Wednesday, July 16, 2008

Sharing Gombe

Yared, Heather, a 16 year-old local girl named Nema, and I hiked into Gombe Stream National Park on Friday morning, which was in itself a unique experience. Gombe is one of Tanzania's most isolated national parks, and is officially only reachable by ferry on Lake Tanganyika. We, however, started out from Kiganza and came in overland through the back of the park, arriving at the front office only after having already been in the park for quite some time. According to Yared, Heather and I may have been the first Westerners to ever enter the area on foot--a claim that's impossible to verify, but still means that we were lucky enough to get a very unusual introduction to Gombe. The hike took about five hours over moderately strenuous terrain; we started out westward through Kiganza's neighboring villages, first dropping down to the river and hiking through tropical forest before climbing back into the arid (or maybe just badly deforested) mountains. We then half-slid our knee-breaking descent back down the other side of the mountains and, finally, directly to the beach on the shores of the world's second-deepest freshwater lake. The first view of the lake as we topped the mountain was really incredible. If you forgot which coast you were on, you'd think it was the ocean...thick forest vegetation suddenly just gave way to a pristine white beach, deserted except for the baboons, and then a blue-green expanse of water stretching all the way to the horizon and beyond (comforting, in a way, that you can't see across it, given the instability of what lies on the other side.)
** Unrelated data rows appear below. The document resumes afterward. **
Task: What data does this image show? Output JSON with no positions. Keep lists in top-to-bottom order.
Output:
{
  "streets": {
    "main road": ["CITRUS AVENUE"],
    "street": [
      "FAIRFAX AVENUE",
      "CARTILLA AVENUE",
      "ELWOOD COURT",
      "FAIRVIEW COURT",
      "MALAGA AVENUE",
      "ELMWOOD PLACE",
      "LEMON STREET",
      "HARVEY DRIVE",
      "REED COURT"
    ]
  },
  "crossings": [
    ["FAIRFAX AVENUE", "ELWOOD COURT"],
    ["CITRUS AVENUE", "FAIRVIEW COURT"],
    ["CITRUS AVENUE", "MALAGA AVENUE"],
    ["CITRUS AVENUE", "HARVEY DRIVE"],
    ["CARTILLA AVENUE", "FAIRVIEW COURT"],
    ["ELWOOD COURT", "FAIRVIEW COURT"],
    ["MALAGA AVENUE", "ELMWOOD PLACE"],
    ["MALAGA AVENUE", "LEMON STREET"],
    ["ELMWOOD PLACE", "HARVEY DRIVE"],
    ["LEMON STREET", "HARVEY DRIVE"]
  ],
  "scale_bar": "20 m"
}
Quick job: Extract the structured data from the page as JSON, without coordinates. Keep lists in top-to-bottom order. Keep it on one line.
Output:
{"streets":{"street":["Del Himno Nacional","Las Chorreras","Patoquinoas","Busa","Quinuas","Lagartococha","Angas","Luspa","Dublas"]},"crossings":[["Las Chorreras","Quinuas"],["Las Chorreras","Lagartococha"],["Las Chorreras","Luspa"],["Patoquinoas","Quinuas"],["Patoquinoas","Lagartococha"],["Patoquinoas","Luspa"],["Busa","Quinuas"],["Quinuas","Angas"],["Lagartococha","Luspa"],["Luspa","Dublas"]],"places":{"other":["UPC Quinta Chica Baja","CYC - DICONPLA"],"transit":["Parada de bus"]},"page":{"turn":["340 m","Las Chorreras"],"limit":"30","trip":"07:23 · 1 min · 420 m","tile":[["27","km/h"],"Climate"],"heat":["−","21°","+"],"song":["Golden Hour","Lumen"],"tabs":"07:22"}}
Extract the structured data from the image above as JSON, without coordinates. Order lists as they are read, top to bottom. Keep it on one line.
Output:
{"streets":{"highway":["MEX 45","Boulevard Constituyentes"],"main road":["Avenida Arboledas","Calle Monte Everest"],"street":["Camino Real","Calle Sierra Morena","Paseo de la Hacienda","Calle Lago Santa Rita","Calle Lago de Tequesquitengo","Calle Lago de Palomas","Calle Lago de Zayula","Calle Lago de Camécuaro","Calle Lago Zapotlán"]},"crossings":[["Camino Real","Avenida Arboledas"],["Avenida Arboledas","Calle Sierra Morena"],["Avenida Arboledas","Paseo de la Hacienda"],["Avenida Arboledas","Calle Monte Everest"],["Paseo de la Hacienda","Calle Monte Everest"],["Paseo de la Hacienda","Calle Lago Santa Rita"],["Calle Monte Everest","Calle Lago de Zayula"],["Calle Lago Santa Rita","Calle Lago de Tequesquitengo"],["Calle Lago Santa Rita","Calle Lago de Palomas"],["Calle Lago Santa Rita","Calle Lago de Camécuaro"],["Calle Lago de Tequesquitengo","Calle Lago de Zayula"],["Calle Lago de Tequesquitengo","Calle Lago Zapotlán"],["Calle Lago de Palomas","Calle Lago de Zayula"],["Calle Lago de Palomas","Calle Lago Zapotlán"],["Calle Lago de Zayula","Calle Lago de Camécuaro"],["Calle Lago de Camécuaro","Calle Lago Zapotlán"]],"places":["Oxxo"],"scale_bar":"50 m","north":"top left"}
After hiking along the beach for a mile or so, we arrived at Gombe's front office. We were all filthy and drenched with sweat, but Heather and I were really eager to start our official chimp-tracking hike into the forest, as Tanzania's park entrance fees for non-Tanzanian citizens are outrageous. Every day we spent in the forest would cost us over $120, and because Heather and I were required to pay for Friday (because we'd hiked through the forest to get there), we wanted to go ahead and use the rest of the day for chimping. Yared informed us, though, that the man who collects money at Gombe had gone to the mosque that day instead of coming into work (even though Yared had called ahead to announce our overland arrival.) We were absolutely restricted from paying anyone else, he said, and positively forbidden to re-enter the forest without paying. Furthermore, the guy collecting fees would likely not be in until the evening, after the forest was closed to visitors. So we were simply compelled to sit around and wait to pay a man for an activity that we didn't get a chance to do...because we were sitting around waiting to pay him. This was horribly frustrating to my American sensibilities (value for money? Ability to complain to a manager?), and if the beach hadn't proven so indefagitably luxuriant, I would have been pretty incensed.

As it was, though, the waters of Lake Tanganyika were glorious beyond comparison. They were just the right combination of calm and tepid, and utterly clear. I spent the afternoon swimming and doing "laundry" by scrubbing my clothes in the lake (though a baboon did try to steal my only pair of pants out of a tree while they were drying, causing me to alarm the Africans down the beach as I splashed out of the water, yelling.)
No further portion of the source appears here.